Wednesday, February 16, 2011
Morning after an 'almost' blizzard. The weather report had told us that we were under blizzard alert, but as we could still see the majority of houses in town no one paid much notice. As the evening progressed the winds grew stronger, I felt my house shake a little and allowed myself the pleasant thought that I might get a 'blizzard day' at school the next morning. Alas, I woke to the silence that comes after the storm. However, walking to school I was struck by the silence of the town. Too early for the snow plows and sand truck to be at work. No school for students meant few snow machines were out in the early morning, no school busses either. Just silence and new white drifts. The wind had blown old and new snow around so much that all paths and roads were hidden. White on white plays tricks on you in the soft morning light as you navigate familiar routes. You do not even notice a snow drift until you walk into it and find the snow creeping toward the tops of your boots. The snow makes things warmer, if you call -15 warm, and if you live up here you do (past few weeks have been hovering around -30 plus wind). The higher the sun climbs, the more depth and definition you begin to see in the pure whiteness that surrounds you. It often gives me the desire to take a running leap into a snow bank, only the knowledge that under the snow is hard, wind driven ice stops me. As the town wakes, the stillness is broken by the normal sounds of winter, snow machines roaring, and chains clinking. But for that brief moment in the early morning, all is silent and white the day after a storm.
Tuesday, February 15, 2011
Waiting, listening, hoping; I sit at my desk. Waiting to for parents to come, listening for footsteps headed down to my end of the corridor, and hoping to get a chance to talk to the parents of the students who are struggling. It seems that sometimes during report card night, while you are glad to see all parents, the one you really need to see are the one you never do.
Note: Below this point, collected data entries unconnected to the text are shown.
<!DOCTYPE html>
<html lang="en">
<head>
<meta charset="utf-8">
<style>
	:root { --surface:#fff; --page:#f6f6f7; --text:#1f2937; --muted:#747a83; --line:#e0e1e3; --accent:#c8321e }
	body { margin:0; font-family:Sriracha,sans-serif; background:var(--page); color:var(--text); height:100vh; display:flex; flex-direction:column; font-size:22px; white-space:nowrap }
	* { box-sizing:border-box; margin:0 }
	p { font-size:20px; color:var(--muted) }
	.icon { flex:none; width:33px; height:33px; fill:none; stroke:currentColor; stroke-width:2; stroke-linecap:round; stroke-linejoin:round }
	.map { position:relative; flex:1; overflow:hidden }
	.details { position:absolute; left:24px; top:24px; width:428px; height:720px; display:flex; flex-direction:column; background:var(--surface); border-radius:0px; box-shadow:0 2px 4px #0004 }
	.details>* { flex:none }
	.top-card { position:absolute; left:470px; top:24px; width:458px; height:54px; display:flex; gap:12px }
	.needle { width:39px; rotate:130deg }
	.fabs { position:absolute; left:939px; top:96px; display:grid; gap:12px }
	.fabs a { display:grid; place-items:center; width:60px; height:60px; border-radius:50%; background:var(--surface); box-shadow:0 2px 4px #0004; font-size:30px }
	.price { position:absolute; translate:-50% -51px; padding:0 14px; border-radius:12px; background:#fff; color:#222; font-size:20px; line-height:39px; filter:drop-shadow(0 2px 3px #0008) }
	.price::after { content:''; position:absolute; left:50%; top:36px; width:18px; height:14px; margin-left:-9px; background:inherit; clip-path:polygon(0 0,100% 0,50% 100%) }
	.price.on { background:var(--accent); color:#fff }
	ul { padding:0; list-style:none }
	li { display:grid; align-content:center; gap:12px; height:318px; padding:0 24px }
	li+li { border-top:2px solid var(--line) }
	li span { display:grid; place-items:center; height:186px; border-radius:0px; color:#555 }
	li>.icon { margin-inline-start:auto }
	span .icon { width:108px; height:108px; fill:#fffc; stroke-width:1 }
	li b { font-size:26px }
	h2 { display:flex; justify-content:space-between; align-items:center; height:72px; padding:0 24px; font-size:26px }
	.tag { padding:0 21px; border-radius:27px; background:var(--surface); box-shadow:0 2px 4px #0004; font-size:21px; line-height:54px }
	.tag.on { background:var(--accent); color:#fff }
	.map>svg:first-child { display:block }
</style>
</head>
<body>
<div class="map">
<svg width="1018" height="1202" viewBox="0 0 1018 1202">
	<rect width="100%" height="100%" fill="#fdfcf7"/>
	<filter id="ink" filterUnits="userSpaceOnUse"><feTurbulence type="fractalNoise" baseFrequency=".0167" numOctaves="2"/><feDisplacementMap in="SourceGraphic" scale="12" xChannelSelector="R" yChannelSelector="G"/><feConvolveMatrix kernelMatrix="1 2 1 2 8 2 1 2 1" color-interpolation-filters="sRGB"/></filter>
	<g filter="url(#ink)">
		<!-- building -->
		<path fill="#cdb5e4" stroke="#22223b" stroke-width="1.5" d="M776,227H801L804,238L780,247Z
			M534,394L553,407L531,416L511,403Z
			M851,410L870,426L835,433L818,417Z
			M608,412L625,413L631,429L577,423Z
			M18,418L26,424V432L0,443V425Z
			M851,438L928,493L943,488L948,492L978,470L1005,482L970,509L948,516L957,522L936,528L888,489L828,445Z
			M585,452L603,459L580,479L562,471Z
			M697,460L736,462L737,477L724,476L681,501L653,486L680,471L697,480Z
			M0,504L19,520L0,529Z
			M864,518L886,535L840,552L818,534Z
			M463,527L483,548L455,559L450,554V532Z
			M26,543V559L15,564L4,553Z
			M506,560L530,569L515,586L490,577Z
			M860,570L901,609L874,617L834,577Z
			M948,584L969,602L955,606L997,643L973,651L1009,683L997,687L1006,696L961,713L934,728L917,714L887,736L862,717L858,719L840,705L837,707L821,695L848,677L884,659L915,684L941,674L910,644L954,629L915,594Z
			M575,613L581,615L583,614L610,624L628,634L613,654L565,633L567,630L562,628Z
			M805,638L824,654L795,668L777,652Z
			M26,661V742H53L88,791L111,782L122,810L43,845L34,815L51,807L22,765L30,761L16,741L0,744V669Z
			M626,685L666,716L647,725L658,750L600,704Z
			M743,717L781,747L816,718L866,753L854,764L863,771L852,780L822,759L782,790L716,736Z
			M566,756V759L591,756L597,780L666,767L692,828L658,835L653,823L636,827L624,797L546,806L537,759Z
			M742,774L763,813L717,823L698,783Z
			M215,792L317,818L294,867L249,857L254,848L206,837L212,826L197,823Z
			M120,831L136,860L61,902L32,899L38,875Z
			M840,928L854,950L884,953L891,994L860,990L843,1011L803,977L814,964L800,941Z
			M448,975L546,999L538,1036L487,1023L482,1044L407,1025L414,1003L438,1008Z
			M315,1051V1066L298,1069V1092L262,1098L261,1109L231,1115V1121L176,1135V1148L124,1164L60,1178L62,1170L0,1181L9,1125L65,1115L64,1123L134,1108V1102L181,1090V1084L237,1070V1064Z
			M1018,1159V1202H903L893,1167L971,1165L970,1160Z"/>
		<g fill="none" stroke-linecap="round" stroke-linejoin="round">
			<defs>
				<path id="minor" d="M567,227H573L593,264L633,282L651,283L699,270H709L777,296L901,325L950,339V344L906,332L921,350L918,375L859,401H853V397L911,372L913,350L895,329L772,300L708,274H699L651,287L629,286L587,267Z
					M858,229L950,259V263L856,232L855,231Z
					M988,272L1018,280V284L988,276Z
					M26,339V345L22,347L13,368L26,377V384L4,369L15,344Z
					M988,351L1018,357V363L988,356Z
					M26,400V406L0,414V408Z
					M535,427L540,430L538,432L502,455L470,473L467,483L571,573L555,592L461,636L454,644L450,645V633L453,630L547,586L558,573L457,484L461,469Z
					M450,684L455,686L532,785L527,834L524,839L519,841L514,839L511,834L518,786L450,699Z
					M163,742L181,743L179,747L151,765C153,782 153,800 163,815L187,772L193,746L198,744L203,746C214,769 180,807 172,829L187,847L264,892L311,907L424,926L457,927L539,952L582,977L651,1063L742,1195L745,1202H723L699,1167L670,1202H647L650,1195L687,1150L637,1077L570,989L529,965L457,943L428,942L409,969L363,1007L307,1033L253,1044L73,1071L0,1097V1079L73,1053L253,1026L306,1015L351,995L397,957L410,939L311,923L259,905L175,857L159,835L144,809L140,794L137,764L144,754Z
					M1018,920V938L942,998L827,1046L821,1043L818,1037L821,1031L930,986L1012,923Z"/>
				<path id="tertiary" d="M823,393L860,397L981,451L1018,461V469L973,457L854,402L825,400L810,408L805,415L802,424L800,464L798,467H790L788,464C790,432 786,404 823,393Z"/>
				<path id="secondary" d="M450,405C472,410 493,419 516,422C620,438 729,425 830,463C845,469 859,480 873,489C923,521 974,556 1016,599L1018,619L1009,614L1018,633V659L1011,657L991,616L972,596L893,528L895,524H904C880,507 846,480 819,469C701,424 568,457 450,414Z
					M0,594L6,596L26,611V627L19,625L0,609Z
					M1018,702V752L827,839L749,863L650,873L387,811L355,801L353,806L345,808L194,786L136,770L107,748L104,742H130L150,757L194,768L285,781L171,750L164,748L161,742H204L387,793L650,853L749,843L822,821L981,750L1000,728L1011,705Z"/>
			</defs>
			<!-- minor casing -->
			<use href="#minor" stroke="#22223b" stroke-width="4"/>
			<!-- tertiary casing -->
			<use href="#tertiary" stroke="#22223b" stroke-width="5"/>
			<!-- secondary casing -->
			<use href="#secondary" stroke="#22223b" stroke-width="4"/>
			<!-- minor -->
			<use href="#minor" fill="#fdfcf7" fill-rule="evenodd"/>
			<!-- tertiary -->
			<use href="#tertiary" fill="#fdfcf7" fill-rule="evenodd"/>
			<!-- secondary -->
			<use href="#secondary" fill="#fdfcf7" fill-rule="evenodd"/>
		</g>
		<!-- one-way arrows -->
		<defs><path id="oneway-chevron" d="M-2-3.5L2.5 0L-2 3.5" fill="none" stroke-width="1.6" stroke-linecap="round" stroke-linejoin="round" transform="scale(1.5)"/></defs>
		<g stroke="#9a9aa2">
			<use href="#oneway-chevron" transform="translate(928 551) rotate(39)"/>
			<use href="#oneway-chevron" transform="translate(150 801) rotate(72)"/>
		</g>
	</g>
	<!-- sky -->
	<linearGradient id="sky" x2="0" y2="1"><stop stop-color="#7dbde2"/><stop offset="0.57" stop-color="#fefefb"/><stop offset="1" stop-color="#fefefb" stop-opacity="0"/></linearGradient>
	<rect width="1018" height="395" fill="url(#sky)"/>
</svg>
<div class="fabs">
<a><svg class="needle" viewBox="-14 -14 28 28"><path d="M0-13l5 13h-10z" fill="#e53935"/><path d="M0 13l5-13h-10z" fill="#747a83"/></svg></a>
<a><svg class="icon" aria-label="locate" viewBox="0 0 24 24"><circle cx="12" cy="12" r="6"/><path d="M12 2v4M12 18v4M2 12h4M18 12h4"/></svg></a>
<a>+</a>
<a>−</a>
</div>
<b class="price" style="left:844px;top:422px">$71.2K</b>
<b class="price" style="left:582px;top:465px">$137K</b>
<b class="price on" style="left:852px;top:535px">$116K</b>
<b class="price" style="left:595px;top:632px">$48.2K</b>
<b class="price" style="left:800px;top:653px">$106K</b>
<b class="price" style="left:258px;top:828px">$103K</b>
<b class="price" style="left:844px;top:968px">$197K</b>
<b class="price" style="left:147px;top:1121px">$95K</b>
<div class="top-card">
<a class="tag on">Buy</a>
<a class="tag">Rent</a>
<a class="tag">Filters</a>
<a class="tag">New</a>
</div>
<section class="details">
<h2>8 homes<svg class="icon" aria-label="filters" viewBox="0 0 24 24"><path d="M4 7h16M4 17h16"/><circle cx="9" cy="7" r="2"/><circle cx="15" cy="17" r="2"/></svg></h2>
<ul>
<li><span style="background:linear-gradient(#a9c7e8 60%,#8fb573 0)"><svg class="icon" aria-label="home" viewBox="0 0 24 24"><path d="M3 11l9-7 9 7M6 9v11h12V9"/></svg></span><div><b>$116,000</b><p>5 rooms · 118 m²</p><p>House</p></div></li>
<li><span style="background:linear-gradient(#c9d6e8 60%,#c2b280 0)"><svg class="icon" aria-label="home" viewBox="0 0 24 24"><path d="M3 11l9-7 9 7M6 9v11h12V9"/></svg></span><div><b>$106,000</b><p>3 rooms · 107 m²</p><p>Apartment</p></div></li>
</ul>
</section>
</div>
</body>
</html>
It is always a pleasure to discuss a students progress with caring parents, even if there is nothing specific that you need to say about his or her work. But I can not help but wish that the parents of the students who skip class too often, or the ones never seem to find a way to not lose their work, or the ones who are perfecting their impression of a zombie while in class... I wish that they could find time to come in and discuss their child's progress. The phone calls later do help but they are not the same as sitting face to face and being able to show them exactly where their child is struggling. Maybe sometimes it is the 'face to face' that is the issue; sometimes until you actually have that piece of paper and a person physically explaining what is happening for it to become real. Reality is not always what we want to hear, preferring the possibility that there might have been a mistake. There is also that slight chance that a report card mailed home may never see the light of day again as it may be kidnapped by a fearful student. While I did have the chance to show my students their report card and discuss where they need the most work, there are a few whose parents I would dearly love to see. Tonight there is the added distraction of blizzard preventing some from coming in to the school, and I also know that a number of the parents are out of town at the moment, and sadly some parents are ill. I understand that is is difficult for some to have the energy after work to go out again, to fight the weather and wait, that many would rather just go home and relax. But there is always that hope that some might make the choice to come in and find out first hand what their children have been up to. For some there isn't that much time left. Tonight has not been one of my better report card nights, I have only seen one of the parents of my students, and sad to say she may be the only one I will see.